Adoption of two-factor authentication, specifically hardware keys, has been shown to be able to eliminate 99.9% of account takeovers, since the attacker must also get access to your second factor in addition to your password. In the case of hardware keys, they need to physically obtain the key.

How does Cloudflare check for leaked credentials?

When a user attempts to log into Cloudflare, we will check if the password used has been leaked in a known data breach of another service or application on the Internet. We maintain data on breaches of Internet services that we can use to search against. Because we use password hashes, scrambled versions of the original password that can’t be easily reversed, we compare a hash of the password to hashes of compromised passwords found in these lists from other attacks. An additional benefit, beside the security of hashes, is the ability to perform fast lookups, much faster than plaintext searches. This means that we can perform these checks without adding significant latency to the login process for users.

Because of the potential impact of a Cloudflare account being compromised, we opt for a more secure approach of disallowing leaked credentials regardless of whether they were associated with the specific user’s email or not.

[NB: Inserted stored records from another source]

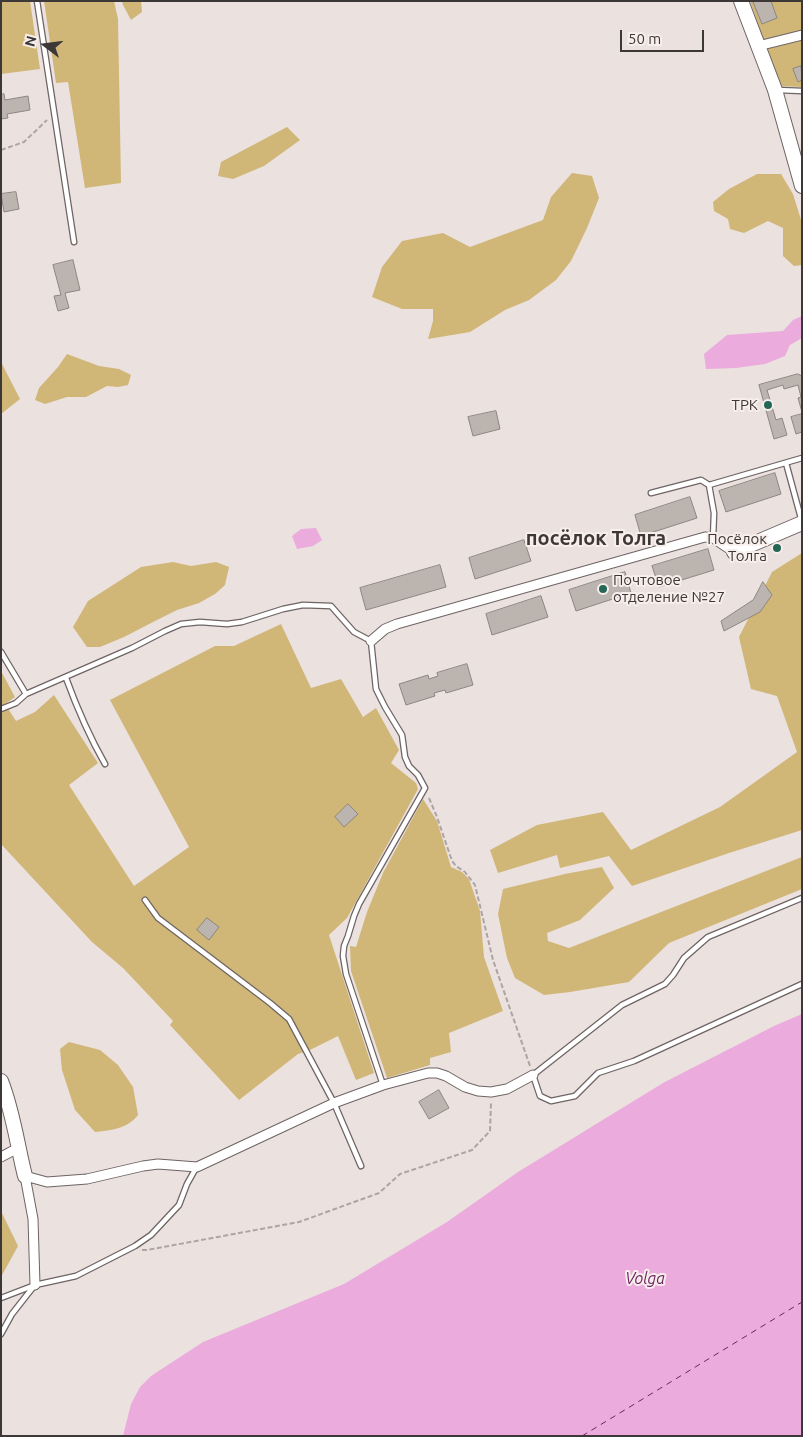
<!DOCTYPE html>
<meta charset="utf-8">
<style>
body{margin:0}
#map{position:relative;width:803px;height:1437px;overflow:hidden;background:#ebe1df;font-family:Ubuntu,sans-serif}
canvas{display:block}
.frame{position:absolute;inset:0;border:2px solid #3c3837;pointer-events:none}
.north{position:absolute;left:20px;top:20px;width:50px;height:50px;-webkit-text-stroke:4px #f8eeec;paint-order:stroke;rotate:285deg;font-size:14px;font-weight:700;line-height:20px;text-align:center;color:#3c3837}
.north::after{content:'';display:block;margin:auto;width:18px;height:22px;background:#3c3837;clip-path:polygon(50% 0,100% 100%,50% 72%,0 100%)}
.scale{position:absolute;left:620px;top:30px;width:84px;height:22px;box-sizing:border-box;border:2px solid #3c3837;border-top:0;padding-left:6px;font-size:15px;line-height:18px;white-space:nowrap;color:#3c3837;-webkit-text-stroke:4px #f8eeec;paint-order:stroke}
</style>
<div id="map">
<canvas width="803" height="1437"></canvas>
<div class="frame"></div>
<div class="north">N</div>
<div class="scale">50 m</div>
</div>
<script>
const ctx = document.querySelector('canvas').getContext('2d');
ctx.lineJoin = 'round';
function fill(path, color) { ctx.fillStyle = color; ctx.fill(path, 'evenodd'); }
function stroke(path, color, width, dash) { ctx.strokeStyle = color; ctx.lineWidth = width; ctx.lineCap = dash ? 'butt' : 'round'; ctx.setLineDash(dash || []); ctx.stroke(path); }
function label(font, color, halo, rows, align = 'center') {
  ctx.font = font + ' Ubuntu,sans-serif'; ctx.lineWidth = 4; ctx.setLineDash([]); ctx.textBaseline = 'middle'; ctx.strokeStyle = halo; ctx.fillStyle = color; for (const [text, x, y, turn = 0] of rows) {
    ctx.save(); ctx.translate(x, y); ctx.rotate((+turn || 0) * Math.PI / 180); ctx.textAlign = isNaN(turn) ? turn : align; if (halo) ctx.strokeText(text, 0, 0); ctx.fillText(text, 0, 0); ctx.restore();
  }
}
const green = new Path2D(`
 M1 1H30L40 69 1 74Z
 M44 1H114L118 19 121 183 85 188 68 82 56 83Z
 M122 1H141L142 12 131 20 123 5Z
 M750 1H802V87L780 86Z
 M287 127 300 140 264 166 233 179 218 176 221 162Z
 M572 173 592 176 599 198 587 228 571 261 556 280 529 300 505 310 470 332 428 339 433 321V309H402L372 297 382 267 402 241 443 233 470 247 543 220 551 197Z
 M757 174H781L793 194 802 223V265L794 266 783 256V228L768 221 744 233 730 229 728 219 714 211 713 202 729 189Z
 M67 354 99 366 119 369 131 375 128 385 118 387 107 386 86 397H67L45 404 35 400 39 388 58 367Z
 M1 362 20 399 1 414Z
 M802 553V830L729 853 632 886 609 856 560 868 557 855 498 873 490 850 537 825 603 812 631 850 720 807 797 752 777 696 751 689 739 637 772 572Z
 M173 562 191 566 216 562 229 567 225 585 215 594 199 603 177 610 155 621 124 637 100 647H87L73 627 88 601 141 567Z
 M281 624 311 688 341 679 363 717 376 708 399 750 391 763 416 783 418 789 347 918 329 935 374 1073 356 1080 338 1036 310 1050 298 1054 239 1100 170 1025 173 1021 123 968 92 942 1 844V671L15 697 5 704 16 721 35 712 54 695 98 763 69 785 134 886 189 847 110 700 215 646H234Z
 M423 799 437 821 451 867 462 872 469 879 480 911 484 957 503 1011 449 1033 451 1052 430 1058V1065L387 1078 351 971 350 946 356 947 367 912 383 873Z
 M802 857V889L669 943 629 982 570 992 544 995 515 978 507 958 498 914 503 889 565 874 602 867 614 888 580 920 547 933 548 941 569 948Z
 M69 1042 100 1050 118 1065 133 1087 138 1115C127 1129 112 1130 95 1132L75 1110 62 1070 60 1049Z
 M1 1211 18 1246 1 1277Z`);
const water = new Path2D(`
 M802 316V338L790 345 785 356 765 364 736 368 706 369 704 354 727 335 783 331 793 320Z
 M316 528 322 540 313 546 297 549 292 536 301 529Z
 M802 1014V1436H123L131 1404 140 1387 151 1376 203 1342 344 1284 447 1222 518 1172 663 1083 774 1026Z`);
const ferry = new Path2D(`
 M582 1436 802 1302`);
const building = new Path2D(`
 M755 1H771L777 18 762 24 753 2Z
 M801 66 802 80 798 82 793 69Z
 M4 94 5 100 28 96 30 110 7 114 8 118 1 119V95Z
 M16 192 19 209 4 212 1 194Z
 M73 260 80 290 65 293 69 308 58 311 54 296 61 295 53 265Z
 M798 374 802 376V412L798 398 801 397 798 385 784 389 783 385 767 390 776 420 782 418 787 435 774 439 759 385Z
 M496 411 500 429 473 436 468 417Z
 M802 414V432L796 434 791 417Z
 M775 473 781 494 726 512 719 491Z
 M690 497 697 518 641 536 635 515Z
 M524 540 531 561 475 579 469 558Z
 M708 549 714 570 659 587 652 566Z
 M440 565 446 587 366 610 360 588Z
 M625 572 631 593 576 611 569 590Z
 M763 582 772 595 760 612 724 631 721 621 753 600Z
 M541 596 548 617 492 635 486 614Z
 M467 664 473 685 446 693 445 690 434 693 435 696 406 705 399 684 428 675 429 679 438 676 437 673Z
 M348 804 358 814 344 827 335 817Z
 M207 918 219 927 209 940 197 930Z
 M439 1090 449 1108 429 1119 419 1102Z`);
const path = new Path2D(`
 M1 150 24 142 47 120
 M429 798 437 817 452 861 456 866 465 872 475 885 493 960 530 1066
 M142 1250H147L299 1222 379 1193 400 1174 472 1150 490 1131 491 1103`);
const lane = new Path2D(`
 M37 1 74 242
 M778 90 802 91
 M786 463 802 522
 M709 485 802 458
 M651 493 701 480 709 485 714 513 713 538
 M1 652 26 694
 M66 678C77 708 89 736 105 764
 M1 709 16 703 26 694 132 648 165 631 181 624 200 622 227 624 242 622 283 609 303 605 331 606 354 632 371 641 376 689 385 707 402 735 405 757 409 766 418 775 425 788 359 904 354 916 348 936 344 946 343 956 346 974 383 1085
 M802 898 708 937 684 958 673 975 665 984 622 1005 533 1075 540 1096 551 1101 575 1096 598 1073 634 1061 802 984
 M145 900 158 918 270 1003 289 1019 334 1103 361 1166
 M1 1298 35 1285 76 1276 135 1246 151 1235 179 1205 187 1184 196 1168
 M1 1334 12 1314 34 1286`);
const street = new Path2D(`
 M758 46 802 35
 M371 641 385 629 397 624 705 537 713 538 734 552
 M1 1157 18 1148
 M35 1285 33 1219 25 1176 47 1182 87 1179 143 1166 158 1164 197 1167 334 1103 383 1085 428 1073H437L446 1076 465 1087 478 1091 491 1092 507 1089 533 1075`);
const secondary = new Path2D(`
 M741 1 775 90 802 186
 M734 552 802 523
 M1 1081C13 1111 17 1144 25 1176`);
const markers = [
 [768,405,5,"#256756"],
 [777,548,5,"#256756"],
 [603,589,5,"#256756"]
];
const poiNames = [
 ["ТРК",758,405],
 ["Посёлок",767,539],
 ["Толга",767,556],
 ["Почтовое",613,580,"left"],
 ["отделение №27",613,597,"left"]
];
const waterNames = [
 ["Volga",645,1279]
];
const districtNames = [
 ["посёлок Толга",596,538]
];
fill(green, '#d0b677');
fill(water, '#ebabdd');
stroke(ferry, '#6e2563', 1, [6, 5]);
fill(building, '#bcb5af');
stroke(building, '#8d8681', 1);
stroke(lane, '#6d6463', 7);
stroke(street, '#6d6463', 11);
stroke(secondary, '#6d6463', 16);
stroke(path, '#ada5a4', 2, [5, 2.5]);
stroke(lane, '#fff', 4.5);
stroke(street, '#fff', 9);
stroke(secondary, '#fff', 14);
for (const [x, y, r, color] of markers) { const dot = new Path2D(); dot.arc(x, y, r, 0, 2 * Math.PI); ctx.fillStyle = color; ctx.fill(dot); stroke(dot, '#f8eeec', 2); }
label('15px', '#3c3837', '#f8eeec', poiNames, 'right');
label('italic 16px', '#6e2563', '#f8eeec', waterNames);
label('bold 20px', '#3c3837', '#f8eeec', districtNames);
</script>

Unfortunately, data breaches are likely to continue to happen. Therefore, being proactive helps reduce the risk of new breaches that contain the email and password pair allowing for an account to be compromised before the data is available to us.

If we detect a match, the user will be prompted with the following warning. We will also send an email notification with instructions on what to do and a unique link in order to reset the password.

At this point, the user will still be able to log in to their Cloudflare account. We strongly encourage users to reset their password immediately. However, we know that in some cases you need to reach the Cloudflare dashboard immediately or do not have convenient access to the email used for the account. Cloudflare will allow two additional login attempts to succeed with the same compromised password before forcing the user to reset their password.

To reset a password in Cloudflare Dashboard, navigate to the Authentication page in My Profile. From here, select Change Password and enter both the current password to authenticate and a new, non-compromised password. Alternatively, for those whose password was leaked, upon login an email will be sent with a unique link to reset the password.

What’s next?

Forcing users to reset compromised credentials helps prevent attacks from spreading on the Internet, but it’s just a small piece of improved account security. We know that adding the next step, second factor authentication, can be cumbersome. We have committed to CISA’s Secure by Design Pledge, which includes working to increase 2FA adoption across the industry. We will share our plans on how we will be implementing the pledge by mid-2025.

Adding multifactor authentication to every one of your accounts on the Internet can still be a chore, no matter how much the experience is improved. It’s much easier if you can just do it with one account and use that account to authenticate into other services and applications – a single-sign on (SSO) flow. Right now, our SSO feature is limited to enterprise accounts, and we plan to change that. We will allow users to access Cloudflare through other providers like Google, GitHub, and more. Allowing users to reduce how many unique password and 2FA combinations they have to keep track of helps to reduce the likelihood of being impacted by future password breaches.